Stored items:
------------

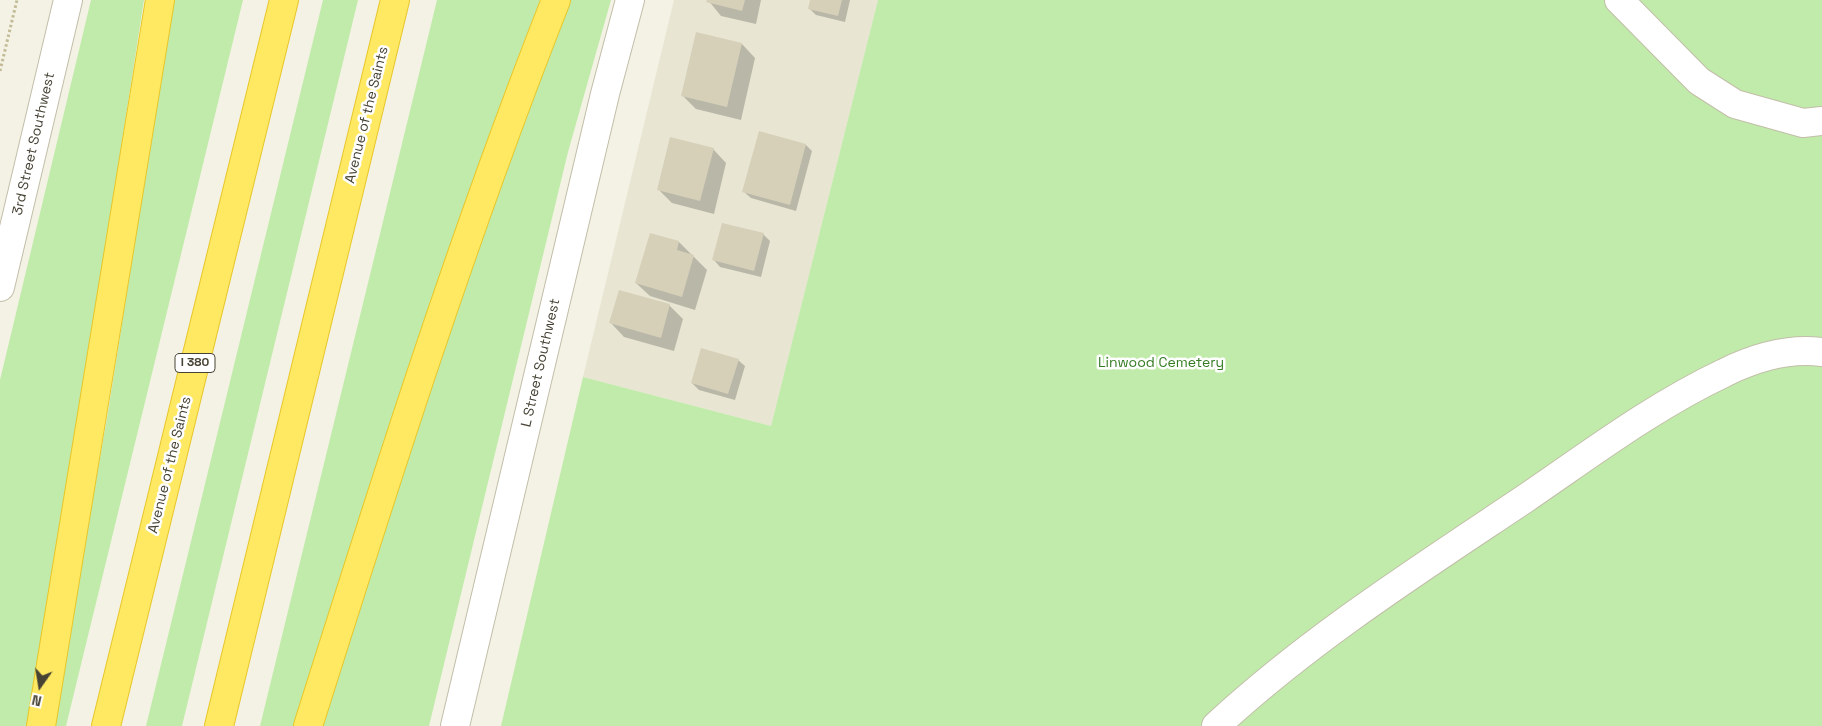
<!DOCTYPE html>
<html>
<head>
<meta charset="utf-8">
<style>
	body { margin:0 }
	#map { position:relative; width:1822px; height:726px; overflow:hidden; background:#f3f2e4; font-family:"Space Grotesk",sans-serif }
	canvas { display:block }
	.north { position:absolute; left:15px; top:661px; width:50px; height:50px; -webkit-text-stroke:4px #fff; paint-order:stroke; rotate:193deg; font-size:14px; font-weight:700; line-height:20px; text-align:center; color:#464234 }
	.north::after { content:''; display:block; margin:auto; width:18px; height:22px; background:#464234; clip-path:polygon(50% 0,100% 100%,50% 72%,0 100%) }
</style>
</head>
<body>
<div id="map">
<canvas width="1822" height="726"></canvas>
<div class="north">N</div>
</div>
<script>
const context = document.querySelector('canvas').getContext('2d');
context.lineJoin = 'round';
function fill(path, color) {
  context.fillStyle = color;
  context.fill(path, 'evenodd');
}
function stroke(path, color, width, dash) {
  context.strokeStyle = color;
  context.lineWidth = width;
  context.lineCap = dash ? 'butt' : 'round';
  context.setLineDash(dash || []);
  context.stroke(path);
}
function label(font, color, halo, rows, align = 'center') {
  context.font = font + ' "Space Grotesk",sans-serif';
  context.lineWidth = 5;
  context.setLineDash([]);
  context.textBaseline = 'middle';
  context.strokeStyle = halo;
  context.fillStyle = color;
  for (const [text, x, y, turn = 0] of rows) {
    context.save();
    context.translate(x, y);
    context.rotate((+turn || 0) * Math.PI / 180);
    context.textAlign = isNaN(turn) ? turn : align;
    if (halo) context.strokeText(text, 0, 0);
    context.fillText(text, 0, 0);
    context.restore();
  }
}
fill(new Path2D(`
	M674,0h204l-107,426 -188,-49z`), '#e8e5d2');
fill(new Path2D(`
	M91,0h53l-113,726h-31v-346z
	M173,0h70l-177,726h-13l55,-314z
	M323,0h35l-176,726h-36z
	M437,0h103c-93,238 -169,482 -246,726h-34z
	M570,0h41l-43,152 -139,574h-106c76,-244 154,-488 247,-726z
	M878,0h944v726h-1321l82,-349 188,49z`), '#c1ebaa');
fill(new Path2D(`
	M708,0h53l-5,24 -35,-8z
	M811,0h39l-5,22 -29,-7 -7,-7z
	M742,44l13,14 -14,62 -45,-11 -13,-13z
	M806,145l6,6 -16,60 -45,-13 -7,-6z
	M713,149l13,14 -12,51 -42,-11 -14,-14z
	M763,234l7,7 -9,36 -41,-10 -6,-7z
	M679,242l28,28 -12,40 -45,-14 -14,-13z
	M669,305l14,14 -9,32 -50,-14 -13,-14z
	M738,360l7,6 -10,34 -36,-10 -7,-7z`), '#0003');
fill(new Path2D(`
	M707,0h38l-3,11 -36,-9z
	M810,0h32l-4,16 -30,-7z
	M696,32l46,11 -15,64 -46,-11z
	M759,131l47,13 -16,61 -48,-13z
	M670,137l44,11 -14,53 -43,-11z
	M722,223l42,10 -10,38 -42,-11z
	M650,233l29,8 -2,9 17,5 -12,42 -47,-14z
	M619,290l51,14 -9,34 -52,-15z
	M701,348l38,11 -11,35 -37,-11z`), '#d6d0b9');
const minor = new Path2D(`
	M1619,0l80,81 36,23 68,19 19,-2
	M0,287l68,-287
	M455,726l150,-632 25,-94
	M1216,726c94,-87 204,-157 310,-228 63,-43 128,-92 198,-125 30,-15 64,-25 98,-21`);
const highway = new Path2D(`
	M41,726l119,-726
	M106,726l178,-726
	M219,726l176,-726
	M308,726c77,-244 154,-488 248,-726`);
stroke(minor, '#c2bea9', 30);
stroke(highway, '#e7c62a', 30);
stroke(new Path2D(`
	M0,71l17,-71`), '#c2bb96', 3, [2.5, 2.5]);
stroke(minor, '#fff', 28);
stroke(highway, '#ffe963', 28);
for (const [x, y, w] of [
	[195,363,40]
]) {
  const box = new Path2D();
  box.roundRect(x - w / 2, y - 9.5, w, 19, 4);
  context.fillStyle = '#fff';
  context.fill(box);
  stroke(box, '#464234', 1);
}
label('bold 12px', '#464234', null, [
	["I 380",195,363]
]);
label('14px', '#464234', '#fff', [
	["Avenue of the Saints",367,115,-76],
	["3rd Street Southwest",34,144,-77],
	["L Street Southwest",541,363,-77],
	["Avenue of the Saints",170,465,-76]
]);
label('14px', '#347b23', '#fff', [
	["Linwood Cemetery",1161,363]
]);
</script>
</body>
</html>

------------

▶ [What is needed] For the word "rows", count the lines in the records that contain it. Give the number and no other words.

▶ [Output] 2